> AIM OF THE TASK:
From the entries below, please output exactly the lines starting at the one containing "M1079 390 1137 437" and ending at the one containing "M394 792 522 628", both included.

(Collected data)
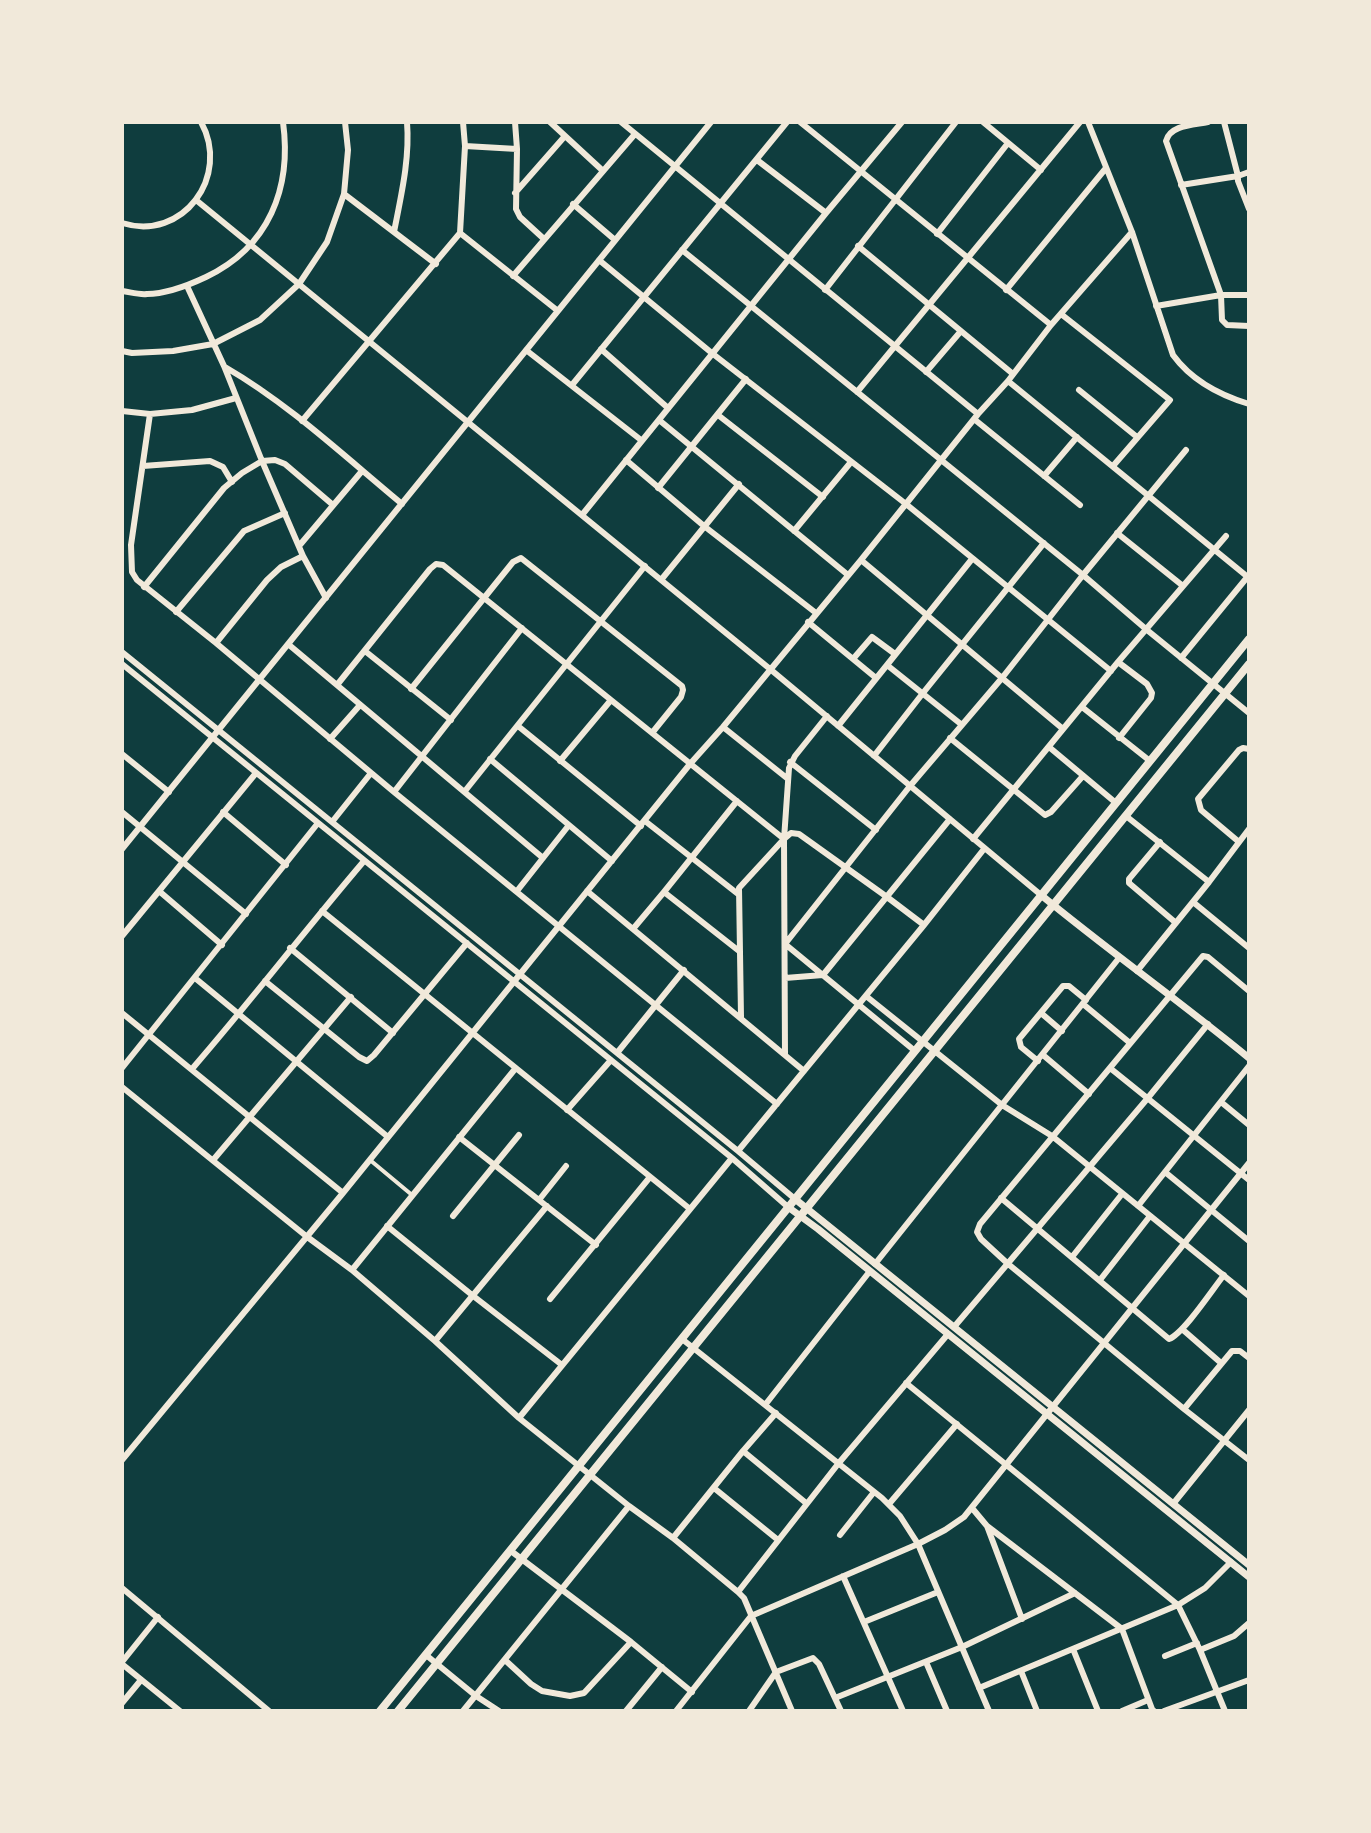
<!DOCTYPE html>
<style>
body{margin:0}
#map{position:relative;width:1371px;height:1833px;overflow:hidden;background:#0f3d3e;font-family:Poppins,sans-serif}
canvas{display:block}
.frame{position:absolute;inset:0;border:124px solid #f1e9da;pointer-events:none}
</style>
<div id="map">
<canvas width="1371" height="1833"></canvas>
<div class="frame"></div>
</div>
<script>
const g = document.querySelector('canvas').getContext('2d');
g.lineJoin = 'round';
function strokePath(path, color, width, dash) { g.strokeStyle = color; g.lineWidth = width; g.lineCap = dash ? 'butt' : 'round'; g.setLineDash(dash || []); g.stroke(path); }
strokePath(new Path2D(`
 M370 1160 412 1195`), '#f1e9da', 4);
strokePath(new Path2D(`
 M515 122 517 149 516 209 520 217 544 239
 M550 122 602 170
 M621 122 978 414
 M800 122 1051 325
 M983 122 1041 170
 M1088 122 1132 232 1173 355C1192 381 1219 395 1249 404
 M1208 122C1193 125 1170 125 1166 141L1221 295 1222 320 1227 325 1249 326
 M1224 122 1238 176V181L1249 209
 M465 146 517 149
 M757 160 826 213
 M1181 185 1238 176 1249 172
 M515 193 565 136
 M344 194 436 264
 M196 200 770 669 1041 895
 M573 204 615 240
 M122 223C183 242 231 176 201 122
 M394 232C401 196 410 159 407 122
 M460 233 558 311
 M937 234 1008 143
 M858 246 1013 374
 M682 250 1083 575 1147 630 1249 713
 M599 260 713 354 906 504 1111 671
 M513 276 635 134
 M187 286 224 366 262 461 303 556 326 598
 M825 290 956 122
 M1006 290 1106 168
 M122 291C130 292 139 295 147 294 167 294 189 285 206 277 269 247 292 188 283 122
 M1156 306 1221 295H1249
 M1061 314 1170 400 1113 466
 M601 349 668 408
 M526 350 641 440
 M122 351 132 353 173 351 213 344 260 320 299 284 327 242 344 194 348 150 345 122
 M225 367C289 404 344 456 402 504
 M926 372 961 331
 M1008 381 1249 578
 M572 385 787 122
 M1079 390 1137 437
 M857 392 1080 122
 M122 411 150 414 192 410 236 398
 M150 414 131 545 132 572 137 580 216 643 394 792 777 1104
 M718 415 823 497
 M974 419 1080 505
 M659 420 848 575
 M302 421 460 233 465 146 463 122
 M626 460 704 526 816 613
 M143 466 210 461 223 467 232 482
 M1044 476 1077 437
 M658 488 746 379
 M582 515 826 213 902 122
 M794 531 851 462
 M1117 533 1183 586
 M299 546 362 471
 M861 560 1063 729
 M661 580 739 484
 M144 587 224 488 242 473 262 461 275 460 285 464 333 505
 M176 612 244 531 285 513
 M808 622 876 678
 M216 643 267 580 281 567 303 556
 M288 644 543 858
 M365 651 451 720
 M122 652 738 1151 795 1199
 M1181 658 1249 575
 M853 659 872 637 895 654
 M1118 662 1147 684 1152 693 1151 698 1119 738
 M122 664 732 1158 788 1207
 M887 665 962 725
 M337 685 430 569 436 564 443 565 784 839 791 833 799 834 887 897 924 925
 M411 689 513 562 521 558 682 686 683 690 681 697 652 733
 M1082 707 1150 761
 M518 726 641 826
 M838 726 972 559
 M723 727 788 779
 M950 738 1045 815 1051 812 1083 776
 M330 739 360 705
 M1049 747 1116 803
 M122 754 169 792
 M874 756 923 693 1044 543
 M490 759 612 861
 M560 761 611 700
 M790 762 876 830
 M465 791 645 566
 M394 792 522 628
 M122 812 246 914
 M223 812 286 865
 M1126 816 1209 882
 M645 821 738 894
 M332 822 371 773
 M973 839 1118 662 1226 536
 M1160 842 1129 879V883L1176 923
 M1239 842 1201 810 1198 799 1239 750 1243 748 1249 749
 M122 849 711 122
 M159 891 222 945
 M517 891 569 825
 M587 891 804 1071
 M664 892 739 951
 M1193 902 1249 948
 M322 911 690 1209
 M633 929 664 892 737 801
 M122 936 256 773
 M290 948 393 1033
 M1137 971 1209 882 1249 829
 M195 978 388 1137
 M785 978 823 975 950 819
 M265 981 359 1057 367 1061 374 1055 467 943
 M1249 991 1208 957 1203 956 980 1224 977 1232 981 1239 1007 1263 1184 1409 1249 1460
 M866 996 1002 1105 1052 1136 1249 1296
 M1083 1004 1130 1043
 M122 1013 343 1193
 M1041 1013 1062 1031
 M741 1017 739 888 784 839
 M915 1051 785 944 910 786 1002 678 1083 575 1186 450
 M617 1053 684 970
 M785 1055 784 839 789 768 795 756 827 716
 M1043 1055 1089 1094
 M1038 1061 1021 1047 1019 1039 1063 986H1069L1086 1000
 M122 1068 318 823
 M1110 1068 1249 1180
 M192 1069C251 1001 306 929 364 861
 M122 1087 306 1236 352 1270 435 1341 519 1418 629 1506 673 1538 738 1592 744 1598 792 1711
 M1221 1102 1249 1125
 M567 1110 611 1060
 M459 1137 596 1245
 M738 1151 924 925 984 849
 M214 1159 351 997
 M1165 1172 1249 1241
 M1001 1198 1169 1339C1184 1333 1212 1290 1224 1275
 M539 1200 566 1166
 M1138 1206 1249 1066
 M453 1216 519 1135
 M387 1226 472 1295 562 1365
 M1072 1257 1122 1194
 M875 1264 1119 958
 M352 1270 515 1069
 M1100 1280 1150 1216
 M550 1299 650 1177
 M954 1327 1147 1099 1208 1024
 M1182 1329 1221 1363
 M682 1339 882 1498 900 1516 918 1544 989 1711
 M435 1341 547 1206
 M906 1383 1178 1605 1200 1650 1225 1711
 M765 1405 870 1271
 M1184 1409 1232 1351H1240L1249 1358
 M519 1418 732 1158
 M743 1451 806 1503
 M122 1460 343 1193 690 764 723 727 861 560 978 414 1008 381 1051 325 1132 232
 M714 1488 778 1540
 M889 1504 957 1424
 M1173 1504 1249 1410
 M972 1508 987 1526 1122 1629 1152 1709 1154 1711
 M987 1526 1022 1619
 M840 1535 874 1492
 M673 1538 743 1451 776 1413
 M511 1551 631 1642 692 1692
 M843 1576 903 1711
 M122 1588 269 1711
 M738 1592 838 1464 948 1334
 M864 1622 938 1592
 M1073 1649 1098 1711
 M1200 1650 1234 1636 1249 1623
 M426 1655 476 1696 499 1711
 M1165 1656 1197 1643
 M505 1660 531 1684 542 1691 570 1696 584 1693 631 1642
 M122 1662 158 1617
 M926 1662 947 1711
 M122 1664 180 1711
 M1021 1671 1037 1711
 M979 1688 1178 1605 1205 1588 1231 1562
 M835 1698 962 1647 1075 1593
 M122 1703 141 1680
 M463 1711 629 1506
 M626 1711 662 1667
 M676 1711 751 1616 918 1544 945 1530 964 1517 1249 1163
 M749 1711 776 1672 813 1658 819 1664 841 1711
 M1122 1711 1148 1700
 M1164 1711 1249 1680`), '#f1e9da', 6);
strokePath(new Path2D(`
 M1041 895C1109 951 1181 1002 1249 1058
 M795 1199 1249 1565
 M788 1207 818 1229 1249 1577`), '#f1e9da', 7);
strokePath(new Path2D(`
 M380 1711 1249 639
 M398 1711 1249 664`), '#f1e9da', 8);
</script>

> WRITTEN RESPONSE:
 M1079 390 1137 437
 M857 392 1080 122
 M122 411 150 414 192 410 236 398
 M150 414 131 545 132 572 137 580 216 643 394 792 777 1104
 M718 415 823 497
 M974 419 1080 505
 M659 420 848 575
 M302 421 460 233 465 146 463 122
 M626 460 704 526 816 613
 M143 466 210 461 223 467 232 482
 M1044 476 1077 437
 M658 488 746 379
 M582 515 826 213 902 122
 M794 531 851 462
 M1117 533 1183 586
 M299 546 362 471
 M861 560 1063 729
 M661 580 739 484
 M144 587 224 488 242 473 262 461 275 460 285 464 333 505
 M176 612 244 531 285 513
 M808 622 876 678
 M216 643 267 580 281 567 303 556
 M288 644 543 858
 M365 651 451 720
 M122 652 738 1151 795 1199
 M1181 658 1249 575
 M853 659 872 637 895 654
 M1118 662 1147 684 1152 693 1151 698 1119 738
 M122 664 732 1158 788 1207
 M887 665 962 725
 M337 685 430 569 436 564 443 565 784 839 791 833 799 834 887 897 924 925
 M411 689 513 562 521 558 682 686 683 690 681 697 652 733
 M1082 707 1150 761
 M518 726 641 826
 M838 726 972 559
 M723 727 788 779
 M950 738 1045 815 1051 812 1083 776
 M330 739 360 705
 M1049 747 1116 803
 M122 754 169 792
 M874 756 923 693 1044 543
 M490 759 612 861
 M560 761 611 700
 M790 762 876 830
 M465 791 645 566
 M394 792 522 628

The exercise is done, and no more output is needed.